Stateless Processing Introduction

Get introduced to the stateless topology we will be building.

In this chapter, we’ll learn how to choose and use stateless operators. We will do so by designing, building, and running a complete end-to-end Kafka Streams stateless topology. To refresh our memory, when we talk about stateless operators, we refer to stream processors, which do not require knowledge of past records, i.e., each record is processed independently of previous records. In particular, we will be using the following Kafka Stream’s high-level domain-specific language (DSL) stateless operators:

  • filter: This is an operator used to select which records should be further processed.

  • map: This is used to transform the value of the incoming record to a different value (with possibly a new type).

  • flatMap: This is similar to map, but transforming a single input record to a single output record transforms a single input record to zero, one, or many records.

  • split: This splits a stream into multiple streams.

  • merge: The opposite of split merges two streams into a single stream.

We will also explore the important topics of configuration, serialization, and deserialization.
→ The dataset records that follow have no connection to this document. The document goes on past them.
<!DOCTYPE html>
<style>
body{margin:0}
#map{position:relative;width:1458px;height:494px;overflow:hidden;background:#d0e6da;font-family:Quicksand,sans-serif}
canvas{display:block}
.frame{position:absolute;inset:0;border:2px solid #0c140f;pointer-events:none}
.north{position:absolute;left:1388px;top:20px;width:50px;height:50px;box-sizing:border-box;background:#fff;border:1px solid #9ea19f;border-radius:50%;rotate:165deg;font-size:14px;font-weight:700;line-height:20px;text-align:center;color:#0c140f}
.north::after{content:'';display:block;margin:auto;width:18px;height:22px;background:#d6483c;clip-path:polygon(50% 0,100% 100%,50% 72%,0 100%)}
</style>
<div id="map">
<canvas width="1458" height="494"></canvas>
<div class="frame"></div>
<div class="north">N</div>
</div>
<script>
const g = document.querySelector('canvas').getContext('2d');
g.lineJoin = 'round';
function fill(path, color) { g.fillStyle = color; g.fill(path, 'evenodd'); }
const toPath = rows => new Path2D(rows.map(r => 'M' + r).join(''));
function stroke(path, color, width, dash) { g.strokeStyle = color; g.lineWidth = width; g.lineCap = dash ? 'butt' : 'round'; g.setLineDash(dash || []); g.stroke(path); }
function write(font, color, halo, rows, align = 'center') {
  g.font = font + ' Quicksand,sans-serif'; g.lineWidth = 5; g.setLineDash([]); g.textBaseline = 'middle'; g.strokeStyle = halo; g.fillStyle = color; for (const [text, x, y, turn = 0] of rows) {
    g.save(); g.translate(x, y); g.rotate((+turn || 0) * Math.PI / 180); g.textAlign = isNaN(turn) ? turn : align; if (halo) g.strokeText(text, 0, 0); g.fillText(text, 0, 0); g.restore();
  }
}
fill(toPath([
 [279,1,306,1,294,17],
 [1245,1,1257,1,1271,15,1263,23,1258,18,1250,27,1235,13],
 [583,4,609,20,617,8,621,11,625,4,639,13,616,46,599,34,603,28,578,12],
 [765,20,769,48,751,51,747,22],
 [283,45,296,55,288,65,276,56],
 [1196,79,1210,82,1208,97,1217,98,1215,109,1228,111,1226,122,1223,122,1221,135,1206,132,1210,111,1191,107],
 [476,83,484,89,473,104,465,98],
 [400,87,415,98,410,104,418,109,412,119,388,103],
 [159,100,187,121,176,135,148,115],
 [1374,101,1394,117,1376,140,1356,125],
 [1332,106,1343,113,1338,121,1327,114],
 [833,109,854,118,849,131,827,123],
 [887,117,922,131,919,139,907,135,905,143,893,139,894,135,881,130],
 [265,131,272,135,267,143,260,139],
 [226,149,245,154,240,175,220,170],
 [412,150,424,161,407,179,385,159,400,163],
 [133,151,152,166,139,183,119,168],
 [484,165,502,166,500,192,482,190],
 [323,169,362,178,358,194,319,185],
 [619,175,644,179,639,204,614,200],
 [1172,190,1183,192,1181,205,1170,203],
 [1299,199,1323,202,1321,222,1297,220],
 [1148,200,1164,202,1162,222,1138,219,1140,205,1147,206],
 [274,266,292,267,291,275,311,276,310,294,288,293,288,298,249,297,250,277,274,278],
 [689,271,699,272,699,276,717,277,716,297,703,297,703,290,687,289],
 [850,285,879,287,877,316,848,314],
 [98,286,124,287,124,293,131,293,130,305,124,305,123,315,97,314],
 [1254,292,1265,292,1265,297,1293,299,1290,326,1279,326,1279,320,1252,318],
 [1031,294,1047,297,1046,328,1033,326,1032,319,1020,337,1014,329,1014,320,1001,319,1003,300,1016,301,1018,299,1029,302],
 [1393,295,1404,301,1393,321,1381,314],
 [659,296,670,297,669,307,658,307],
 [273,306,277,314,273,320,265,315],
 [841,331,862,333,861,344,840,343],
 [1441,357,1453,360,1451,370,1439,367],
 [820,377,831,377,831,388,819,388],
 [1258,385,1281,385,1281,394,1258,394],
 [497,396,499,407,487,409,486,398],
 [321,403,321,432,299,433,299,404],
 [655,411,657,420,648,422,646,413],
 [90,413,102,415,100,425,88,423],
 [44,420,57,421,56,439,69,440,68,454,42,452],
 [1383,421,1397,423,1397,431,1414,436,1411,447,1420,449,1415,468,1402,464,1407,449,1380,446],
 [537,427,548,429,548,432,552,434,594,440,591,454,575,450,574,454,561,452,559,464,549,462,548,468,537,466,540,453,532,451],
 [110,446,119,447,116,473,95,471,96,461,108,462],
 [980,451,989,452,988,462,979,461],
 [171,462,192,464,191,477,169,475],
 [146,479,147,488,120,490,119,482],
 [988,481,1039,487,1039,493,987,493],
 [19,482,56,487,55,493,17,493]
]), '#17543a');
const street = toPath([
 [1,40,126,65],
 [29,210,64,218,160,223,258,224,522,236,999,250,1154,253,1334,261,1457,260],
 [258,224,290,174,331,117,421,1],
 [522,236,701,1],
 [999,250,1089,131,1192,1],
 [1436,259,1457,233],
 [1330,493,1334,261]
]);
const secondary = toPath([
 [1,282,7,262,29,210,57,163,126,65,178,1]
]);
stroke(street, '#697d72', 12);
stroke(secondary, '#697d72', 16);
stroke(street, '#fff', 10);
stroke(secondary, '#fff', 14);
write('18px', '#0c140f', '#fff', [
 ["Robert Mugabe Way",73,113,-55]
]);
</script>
Introducing our stateless topology project

It is well known that music has a great effect on human feelings. In our stateless topology project, we will create a fictional application that analyzes and monitors its users’ feelings and well-being based on the music they listen to. We will start by defining the application’s requirements and then translating these requirements to a Kafka Streams processor topology. We’ll then build the topology together, step-by-step (or, more correctly, processor-by-processor).

Requirements

  • Our users are listening to music using a music-streaming service. Each time a track is listened to, its metadata is published to a Kafka topic in JSON format.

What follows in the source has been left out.